WHAT TO WORK ON →
A line qualifies if it holds the string "canvas". Copy every qualifying line from the records.

(Records drawn from a dataset)
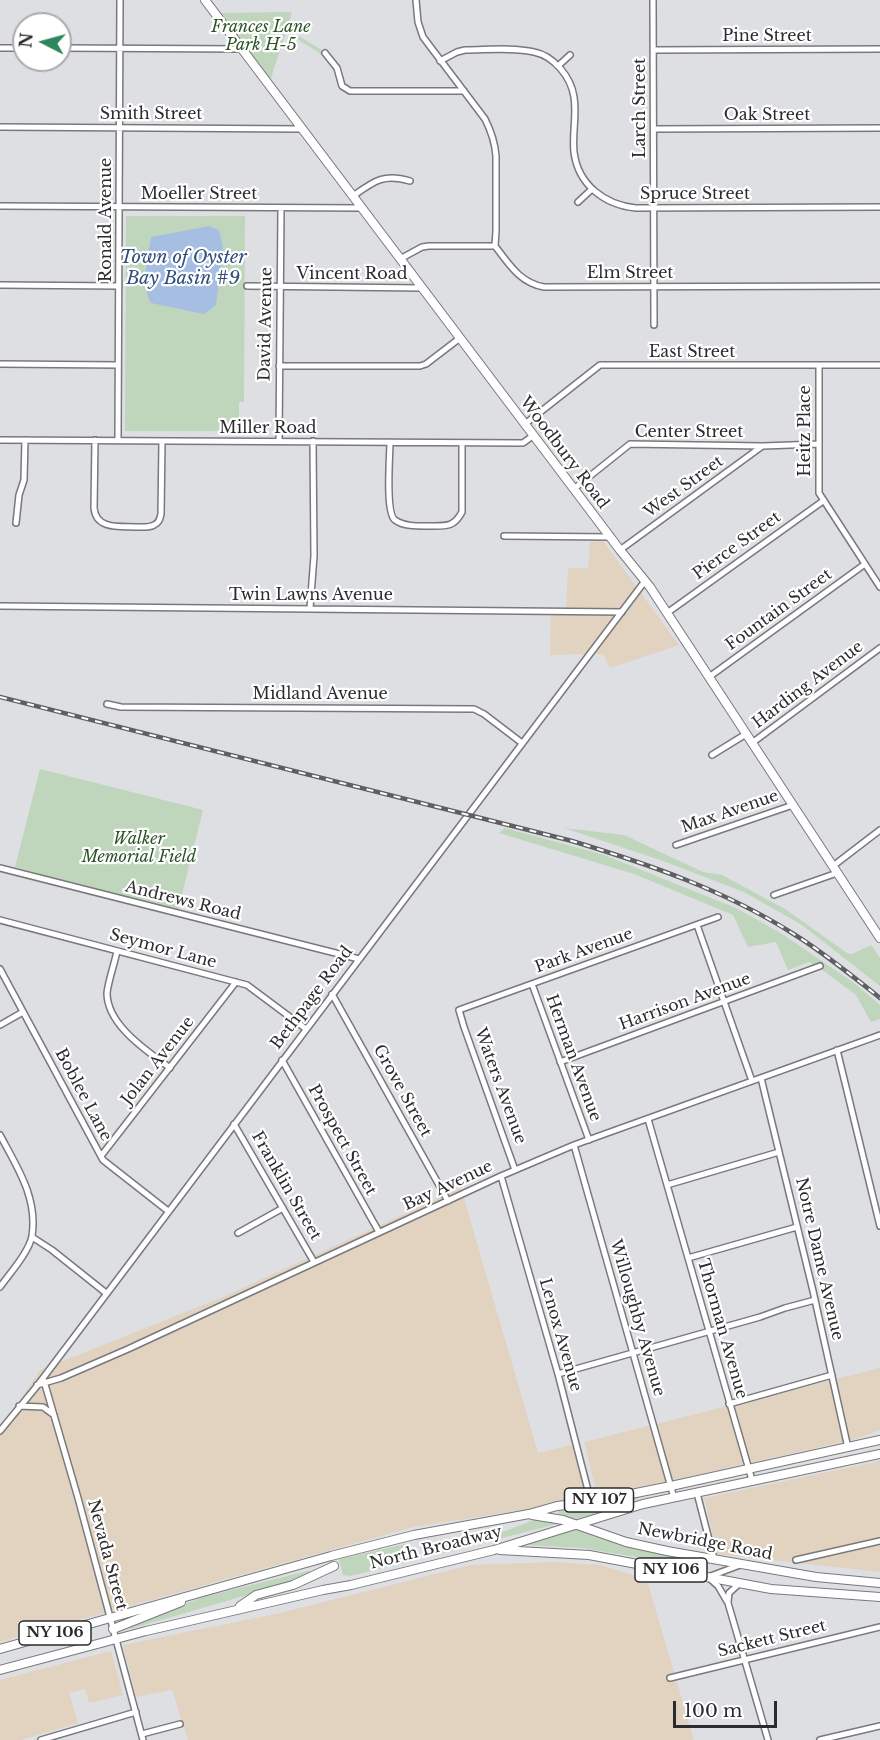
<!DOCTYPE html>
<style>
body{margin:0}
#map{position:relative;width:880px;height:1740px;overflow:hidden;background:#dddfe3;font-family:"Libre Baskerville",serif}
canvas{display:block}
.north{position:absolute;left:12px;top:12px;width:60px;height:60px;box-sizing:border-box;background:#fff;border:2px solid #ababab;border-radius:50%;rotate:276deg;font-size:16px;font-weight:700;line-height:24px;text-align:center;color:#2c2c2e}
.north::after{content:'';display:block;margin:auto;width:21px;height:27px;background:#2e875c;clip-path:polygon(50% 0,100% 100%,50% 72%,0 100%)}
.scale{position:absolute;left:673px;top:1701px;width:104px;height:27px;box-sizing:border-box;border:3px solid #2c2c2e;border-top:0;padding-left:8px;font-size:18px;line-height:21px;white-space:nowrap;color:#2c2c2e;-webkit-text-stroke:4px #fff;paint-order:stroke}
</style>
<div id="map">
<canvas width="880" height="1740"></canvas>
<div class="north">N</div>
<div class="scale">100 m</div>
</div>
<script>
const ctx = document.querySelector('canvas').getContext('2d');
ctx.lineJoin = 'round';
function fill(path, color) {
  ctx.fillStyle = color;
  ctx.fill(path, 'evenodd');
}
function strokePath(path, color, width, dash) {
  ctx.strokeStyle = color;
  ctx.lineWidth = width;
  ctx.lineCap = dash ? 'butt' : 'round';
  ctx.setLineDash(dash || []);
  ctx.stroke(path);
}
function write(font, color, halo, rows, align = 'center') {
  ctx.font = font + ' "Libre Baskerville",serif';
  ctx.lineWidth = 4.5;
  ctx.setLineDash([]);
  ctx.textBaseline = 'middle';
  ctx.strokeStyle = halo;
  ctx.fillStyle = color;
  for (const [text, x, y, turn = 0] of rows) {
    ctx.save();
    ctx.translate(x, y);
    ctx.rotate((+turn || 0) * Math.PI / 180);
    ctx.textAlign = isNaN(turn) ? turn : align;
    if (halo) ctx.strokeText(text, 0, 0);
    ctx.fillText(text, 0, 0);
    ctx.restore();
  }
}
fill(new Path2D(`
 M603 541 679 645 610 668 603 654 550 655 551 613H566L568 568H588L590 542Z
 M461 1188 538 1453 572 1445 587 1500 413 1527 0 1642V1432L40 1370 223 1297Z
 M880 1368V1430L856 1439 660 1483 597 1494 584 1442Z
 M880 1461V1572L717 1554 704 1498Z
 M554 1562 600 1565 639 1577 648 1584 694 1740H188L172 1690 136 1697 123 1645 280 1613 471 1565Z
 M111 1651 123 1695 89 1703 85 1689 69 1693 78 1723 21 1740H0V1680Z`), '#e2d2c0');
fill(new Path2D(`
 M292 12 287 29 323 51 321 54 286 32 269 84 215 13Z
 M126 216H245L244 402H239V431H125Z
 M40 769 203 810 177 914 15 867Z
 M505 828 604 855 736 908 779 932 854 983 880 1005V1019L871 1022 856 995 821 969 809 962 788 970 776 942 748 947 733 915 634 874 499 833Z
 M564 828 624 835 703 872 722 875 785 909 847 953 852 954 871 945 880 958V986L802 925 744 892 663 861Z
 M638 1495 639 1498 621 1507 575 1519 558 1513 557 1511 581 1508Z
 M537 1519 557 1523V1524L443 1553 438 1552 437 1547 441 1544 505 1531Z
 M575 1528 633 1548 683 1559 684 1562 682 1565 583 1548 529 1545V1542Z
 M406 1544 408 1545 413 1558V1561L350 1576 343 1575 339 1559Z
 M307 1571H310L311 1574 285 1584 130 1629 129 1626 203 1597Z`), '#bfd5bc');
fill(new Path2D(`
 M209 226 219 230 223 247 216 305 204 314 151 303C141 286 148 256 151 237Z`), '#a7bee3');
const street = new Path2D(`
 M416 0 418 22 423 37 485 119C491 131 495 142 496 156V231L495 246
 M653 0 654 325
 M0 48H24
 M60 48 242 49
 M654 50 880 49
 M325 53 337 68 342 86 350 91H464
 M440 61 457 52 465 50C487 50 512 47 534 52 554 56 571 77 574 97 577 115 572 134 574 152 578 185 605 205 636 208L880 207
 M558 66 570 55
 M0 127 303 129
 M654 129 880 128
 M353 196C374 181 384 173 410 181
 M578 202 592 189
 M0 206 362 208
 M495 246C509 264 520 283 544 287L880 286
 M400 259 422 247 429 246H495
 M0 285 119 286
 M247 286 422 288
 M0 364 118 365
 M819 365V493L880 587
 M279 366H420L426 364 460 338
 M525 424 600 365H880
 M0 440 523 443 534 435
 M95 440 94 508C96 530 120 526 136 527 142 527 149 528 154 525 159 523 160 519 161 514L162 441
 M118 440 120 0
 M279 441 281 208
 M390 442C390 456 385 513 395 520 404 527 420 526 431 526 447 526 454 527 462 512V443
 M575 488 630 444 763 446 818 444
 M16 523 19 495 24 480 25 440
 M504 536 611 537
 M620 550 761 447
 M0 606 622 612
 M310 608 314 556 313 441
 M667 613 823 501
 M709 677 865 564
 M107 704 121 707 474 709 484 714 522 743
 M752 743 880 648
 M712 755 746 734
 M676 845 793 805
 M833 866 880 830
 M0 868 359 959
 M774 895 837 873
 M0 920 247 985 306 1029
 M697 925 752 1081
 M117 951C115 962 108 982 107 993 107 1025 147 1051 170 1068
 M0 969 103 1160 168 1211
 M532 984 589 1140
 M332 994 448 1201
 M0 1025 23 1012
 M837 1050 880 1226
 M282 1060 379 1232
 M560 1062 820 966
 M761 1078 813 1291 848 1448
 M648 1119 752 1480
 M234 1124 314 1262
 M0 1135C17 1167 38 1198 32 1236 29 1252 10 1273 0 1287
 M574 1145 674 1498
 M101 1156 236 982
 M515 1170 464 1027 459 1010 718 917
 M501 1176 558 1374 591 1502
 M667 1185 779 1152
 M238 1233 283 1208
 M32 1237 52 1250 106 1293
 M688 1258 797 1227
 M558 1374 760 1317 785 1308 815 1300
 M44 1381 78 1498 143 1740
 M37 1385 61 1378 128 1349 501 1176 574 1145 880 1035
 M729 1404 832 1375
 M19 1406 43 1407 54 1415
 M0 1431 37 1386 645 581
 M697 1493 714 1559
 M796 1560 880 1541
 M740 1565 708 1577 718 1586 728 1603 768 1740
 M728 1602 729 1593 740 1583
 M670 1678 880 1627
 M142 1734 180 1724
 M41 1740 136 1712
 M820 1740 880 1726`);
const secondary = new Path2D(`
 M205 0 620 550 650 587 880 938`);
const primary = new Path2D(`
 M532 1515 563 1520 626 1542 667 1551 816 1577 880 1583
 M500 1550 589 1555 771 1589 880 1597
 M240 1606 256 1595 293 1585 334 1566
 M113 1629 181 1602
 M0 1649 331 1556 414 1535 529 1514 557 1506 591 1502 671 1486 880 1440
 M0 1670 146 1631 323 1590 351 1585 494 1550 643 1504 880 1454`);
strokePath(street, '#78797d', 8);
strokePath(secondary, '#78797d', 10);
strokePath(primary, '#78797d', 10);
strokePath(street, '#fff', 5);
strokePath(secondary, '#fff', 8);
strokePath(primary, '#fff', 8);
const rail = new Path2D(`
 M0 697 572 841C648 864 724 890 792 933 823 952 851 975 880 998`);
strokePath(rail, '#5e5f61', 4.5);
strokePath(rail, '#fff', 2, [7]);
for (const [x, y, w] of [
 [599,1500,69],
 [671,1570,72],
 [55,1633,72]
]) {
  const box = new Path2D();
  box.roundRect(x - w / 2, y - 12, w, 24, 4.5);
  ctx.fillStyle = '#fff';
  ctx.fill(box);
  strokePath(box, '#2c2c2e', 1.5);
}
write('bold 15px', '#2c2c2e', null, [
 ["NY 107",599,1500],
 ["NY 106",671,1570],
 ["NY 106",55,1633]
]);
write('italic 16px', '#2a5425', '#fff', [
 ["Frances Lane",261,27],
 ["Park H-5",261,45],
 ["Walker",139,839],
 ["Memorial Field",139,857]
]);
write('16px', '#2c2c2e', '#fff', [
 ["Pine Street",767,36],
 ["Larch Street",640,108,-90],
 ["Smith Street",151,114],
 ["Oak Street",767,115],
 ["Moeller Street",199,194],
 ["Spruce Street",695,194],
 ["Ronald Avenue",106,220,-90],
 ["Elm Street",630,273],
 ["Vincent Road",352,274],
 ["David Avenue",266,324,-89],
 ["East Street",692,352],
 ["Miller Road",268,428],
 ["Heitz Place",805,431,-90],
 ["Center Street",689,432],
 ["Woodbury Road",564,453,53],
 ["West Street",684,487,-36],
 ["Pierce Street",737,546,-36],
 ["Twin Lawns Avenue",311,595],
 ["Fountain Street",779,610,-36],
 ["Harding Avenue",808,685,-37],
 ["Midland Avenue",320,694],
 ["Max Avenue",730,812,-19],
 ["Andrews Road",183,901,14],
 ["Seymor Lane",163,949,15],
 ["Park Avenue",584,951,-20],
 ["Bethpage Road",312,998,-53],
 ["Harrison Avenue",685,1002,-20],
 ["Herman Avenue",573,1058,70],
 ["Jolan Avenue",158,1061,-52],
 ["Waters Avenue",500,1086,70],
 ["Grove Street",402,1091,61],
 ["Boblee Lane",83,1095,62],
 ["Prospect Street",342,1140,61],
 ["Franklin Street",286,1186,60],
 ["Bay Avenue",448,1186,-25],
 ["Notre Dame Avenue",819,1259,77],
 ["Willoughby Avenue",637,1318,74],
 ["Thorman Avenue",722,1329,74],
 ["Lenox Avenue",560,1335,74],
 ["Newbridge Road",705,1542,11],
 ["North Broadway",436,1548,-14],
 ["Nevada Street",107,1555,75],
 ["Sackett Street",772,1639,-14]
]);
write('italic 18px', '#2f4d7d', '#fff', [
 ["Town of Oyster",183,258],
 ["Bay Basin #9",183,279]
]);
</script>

RESULT →
canvas{display:block}
<canvas width="880" height="1740"></canvas>
const ctx = document.querySelector('canvas').getContext('2d');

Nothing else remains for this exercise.